Soleimani’s role as Quds Force chief has been filled by 62-year-old Brigadier General Ismail Ghaani. While the Arabic-speaking Soleimani was revered and feared by his troops for his vicious ruthlessness, his dull and uninspiring successor, Ghaani, who has to rely on a translator each time he visits Baghdad, has no such rapport, further undermining Iran’s authority in Iraq. Having pledged to identify and hold to account those responsible for shooting the unarmed protesters, the new Iraqi prime minister Kadhimi is watching Ghaani closely. He has even forced Ghaani to apply for a visa each time he visits Iraq, which is something Soleimani never had to do.
The theocratic regime in Iran now regards Kadhimi with great suspicion. Some even believe he may have tipped off the Americans about Soleimani’s travel arrangements, triggering the drone attack. Kadhimi denies this and claims that he is not anti-Iranian, simply fed up with their constant meddling in Iraq. But demonstrating his determination to hold Iran to account, he ordered the arrest in July of 14 members of Kataib Hezbollah, one of the most ardently pro-Iranian militia factions of the PMF. Although all of those arrested were subsequently released, it served as a useful warning shot across the mullahs’ bows. Kadhimi is going to play hardball! He has promised to root out those responsible for shooting the protesters and he has pledged to set up an anti-government-corruption inquiry. These steps are widely popular with the Iraqi masses, but less so with the Iraqi political elite and their Iranian paymasters.
Presiding over an economy that has been destroyed by years of conflict and corruption and a security system that has been hi-jacked by pro-Iranian warlords, will be no easy task. The collapse in oil-prices, coupled with the coronavirus pandemic have crippled the nation. Unlike previous Iraqi leaders, Khadimi has no political party he can call on for support in times of trouble. However, Iraq’s dire financial position means that he has to rely on Washington for economic support, warning his MPs that if they fail to back his reform package, President Trump may pull the plug on future funding. So far this seems to be his sole ace card and with his popularity ratings rising, even the mullahs have been forced to hold their tongues.
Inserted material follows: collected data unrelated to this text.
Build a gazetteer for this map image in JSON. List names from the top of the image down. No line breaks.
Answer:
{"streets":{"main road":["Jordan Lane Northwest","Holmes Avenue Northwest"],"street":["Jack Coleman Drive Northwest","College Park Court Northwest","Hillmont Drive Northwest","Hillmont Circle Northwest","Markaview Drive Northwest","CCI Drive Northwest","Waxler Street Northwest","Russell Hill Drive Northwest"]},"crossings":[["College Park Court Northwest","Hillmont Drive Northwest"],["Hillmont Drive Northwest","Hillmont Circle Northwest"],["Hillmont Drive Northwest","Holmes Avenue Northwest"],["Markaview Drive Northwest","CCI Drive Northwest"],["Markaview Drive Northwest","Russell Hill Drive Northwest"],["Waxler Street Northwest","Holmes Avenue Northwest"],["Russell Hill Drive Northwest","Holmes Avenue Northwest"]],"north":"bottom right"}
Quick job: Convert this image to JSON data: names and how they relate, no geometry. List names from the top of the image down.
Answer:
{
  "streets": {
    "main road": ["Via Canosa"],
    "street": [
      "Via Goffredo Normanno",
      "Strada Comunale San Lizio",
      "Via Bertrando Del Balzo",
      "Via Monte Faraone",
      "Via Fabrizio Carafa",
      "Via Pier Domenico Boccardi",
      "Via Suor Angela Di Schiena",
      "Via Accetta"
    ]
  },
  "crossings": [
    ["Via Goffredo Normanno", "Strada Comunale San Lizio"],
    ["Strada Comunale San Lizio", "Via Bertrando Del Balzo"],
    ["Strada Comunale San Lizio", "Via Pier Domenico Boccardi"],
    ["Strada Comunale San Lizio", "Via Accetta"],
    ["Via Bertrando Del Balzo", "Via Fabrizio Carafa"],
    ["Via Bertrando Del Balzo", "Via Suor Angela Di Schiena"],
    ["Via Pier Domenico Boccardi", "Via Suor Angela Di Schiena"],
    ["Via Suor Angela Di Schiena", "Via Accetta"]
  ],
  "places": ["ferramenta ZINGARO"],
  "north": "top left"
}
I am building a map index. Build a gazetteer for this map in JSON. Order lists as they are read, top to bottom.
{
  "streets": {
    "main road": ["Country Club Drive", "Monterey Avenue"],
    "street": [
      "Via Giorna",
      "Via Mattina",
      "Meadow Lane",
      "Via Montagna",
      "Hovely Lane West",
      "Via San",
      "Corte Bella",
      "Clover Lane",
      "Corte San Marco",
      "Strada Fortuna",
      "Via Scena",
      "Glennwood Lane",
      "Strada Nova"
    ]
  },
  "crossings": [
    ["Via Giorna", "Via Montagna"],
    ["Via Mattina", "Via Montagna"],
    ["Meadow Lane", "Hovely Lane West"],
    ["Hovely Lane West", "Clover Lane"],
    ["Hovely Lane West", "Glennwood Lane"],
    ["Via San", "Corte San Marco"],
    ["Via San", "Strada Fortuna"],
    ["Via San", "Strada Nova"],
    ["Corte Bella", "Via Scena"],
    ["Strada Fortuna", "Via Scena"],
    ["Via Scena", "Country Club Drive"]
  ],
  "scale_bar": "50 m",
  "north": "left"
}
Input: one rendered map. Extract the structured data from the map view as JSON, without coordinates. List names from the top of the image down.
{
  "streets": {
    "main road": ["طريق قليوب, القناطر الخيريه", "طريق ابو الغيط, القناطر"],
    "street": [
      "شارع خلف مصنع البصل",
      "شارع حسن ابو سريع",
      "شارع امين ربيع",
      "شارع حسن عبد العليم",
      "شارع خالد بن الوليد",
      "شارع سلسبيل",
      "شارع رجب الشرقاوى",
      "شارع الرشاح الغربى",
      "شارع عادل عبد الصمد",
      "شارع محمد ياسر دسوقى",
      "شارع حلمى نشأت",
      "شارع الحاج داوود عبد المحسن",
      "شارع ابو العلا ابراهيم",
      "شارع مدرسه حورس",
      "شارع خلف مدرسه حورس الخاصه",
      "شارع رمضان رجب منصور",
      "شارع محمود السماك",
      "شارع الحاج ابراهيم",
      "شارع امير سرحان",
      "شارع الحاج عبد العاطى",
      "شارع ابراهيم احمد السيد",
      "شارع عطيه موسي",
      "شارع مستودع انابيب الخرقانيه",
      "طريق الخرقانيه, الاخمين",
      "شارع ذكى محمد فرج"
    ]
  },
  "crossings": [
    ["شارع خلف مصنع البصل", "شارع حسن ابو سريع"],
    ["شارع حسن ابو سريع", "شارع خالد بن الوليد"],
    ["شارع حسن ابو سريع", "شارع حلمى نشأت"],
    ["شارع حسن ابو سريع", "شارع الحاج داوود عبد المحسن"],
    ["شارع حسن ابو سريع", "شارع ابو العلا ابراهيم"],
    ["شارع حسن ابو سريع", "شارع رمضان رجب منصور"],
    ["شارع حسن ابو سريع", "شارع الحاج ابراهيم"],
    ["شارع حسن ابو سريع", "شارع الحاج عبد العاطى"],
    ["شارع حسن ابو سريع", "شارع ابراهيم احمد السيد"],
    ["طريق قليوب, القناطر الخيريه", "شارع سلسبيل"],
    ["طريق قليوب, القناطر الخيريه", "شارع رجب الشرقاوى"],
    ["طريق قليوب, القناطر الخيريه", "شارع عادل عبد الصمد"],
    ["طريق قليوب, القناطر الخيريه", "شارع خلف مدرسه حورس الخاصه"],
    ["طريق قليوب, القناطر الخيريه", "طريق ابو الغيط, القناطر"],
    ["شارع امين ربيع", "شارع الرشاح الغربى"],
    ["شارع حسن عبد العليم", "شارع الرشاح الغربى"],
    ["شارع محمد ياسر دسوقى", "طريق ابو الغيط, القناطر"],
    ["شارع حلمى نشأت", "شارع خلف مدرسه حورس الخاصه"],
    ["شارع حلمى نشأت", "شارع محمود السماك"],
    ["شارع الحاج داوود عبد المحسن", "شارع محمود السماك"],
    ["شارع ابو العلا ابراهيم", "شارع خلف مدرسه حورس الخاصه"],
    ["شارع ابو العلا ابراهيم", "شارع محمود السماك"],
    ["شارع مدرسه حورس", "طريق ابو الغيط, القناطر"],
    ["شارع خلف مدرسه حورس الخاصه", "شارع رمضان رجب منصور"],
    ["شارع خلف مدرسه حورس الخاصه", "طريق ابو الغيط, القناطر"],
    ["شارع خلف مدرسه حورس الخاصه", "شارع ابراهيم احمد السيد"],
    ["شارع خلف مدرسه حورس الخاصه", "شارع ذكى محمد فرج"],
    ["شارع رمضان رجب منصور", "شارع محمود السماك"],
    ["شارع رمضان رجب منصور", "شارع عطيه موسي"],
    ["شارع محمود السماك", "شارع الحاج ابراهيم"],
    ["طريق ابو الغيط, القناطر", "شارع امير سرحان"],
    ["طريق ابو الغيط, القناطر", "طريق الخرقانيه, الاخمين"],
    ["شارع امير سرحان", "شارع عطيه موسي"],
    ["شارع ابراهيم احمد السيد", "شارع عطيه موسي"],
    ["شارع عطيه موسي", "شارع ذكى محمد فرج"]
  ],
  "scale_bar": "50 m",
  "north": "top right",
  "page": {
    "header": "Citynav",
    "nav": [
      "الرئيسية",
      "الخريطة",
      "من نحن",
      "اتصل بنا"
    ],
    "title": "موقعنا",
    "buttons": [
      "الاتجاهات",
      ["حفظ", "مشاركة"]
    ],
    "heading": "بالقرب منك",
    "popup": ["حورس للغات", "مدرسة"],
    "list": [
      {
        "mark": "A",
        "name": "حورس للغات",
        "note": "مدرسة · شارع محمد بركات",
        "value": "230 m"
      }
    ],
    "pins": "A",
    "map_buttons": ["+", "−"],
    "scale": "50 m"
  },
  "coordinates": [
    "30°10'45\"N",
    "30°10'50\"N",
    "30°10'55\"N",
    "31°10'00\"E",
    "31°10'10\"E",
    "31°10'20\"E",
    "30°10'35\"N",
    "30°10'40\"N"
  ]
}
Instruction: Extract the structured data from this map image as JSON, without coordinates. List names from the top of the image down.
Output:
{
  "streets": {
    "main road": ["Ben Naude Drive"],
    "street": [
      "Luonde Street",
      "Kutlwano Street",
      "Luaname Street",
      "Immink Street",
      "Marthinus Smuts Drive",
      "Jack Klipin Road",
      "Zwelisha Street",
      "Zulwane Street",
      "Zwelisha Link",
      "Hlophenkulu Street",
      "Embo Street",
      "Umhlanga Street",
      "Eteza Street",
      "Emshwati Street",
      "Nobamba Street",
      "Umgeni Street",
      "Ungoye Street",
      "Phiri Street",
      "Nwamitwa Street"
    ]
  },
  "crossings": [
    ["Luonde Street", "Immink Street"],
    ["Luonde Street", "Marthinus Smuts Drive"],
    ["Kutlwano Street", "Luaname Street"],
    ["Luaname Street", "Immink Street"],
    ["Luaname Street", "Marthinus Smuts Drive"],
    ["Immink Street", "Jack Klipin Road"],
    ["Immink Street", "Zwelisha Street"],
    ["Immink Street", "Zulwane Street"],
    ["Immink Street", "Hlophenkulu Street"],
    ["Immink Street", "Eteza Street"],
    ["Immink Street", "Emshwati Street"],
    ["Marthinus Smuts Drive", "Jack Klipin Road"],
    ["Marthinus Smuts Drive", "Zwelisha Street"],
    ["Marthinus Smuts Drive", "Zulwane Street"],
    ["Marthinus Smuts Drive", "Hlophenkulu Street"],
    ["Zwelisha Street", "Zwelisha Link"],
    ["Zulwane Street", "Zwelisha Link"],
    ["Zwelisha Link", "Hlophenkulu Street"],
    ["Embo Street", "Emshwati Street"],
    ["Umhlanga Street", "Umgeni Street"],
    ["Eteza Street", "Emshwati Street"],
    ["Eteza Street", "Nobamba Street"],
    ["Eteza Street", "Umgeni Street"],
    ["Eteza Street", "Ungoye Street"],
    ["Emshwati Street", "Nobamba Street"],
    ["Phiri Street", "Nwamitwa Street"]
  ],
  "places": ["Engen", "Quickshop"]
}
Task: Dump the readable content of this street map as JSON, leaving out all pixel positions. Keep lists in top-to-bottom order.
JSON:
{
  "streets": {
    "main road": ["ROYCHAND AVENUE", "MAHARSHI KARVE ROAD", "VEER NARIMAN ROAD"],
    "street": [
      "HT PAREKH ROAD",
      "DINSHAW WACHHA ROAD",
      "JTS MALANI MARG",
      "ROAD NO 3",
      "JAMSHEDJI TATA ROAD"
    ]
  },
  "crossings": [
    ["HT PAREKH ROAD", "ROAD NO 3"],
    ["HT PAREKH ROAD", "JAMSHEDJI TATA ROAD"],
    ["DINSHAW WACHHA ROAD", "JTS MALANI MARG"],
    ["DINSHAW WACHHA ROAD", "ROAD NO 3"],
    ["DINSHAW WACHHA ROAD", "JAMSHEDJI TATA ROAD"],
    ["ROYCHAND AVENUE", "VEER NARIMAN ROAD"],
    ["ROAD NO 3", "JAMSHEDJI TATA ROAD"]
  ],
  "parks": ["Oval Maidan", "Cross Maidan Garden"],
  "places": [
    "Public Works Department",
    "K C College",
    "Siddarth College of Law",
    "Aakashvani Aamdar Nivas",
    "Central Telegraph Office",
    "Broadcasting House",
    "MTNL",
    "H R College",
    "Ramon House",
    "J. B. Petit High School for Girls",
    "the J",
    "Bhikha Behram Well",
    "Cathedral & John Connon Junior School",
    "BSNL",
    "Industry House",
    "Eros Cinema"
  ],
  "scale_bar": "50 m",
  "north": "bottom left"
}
But the easing of the Covid-19 lockdown measures, combined with the soaring summer temperatures have brought a handful of demonstrators back onto the streets of Baghdad. Violence erupted as Iraqi police tried to clear Tahrir Square where over 20 protesters had gathered and two people were killed in the ensuing confrontation. The deaths have once more ignited calls for Kadhimi to resign. He is walking a tightrope, trying to balance the interests of Iran and the United States, in a country plagued by foreign meddling. He knows that a single vote of confidence in Iraq’s Majilis could end his career and there are dozens of Iraqi MPs who owe their allegiance to Tehran and may yet be ordered to vote that way.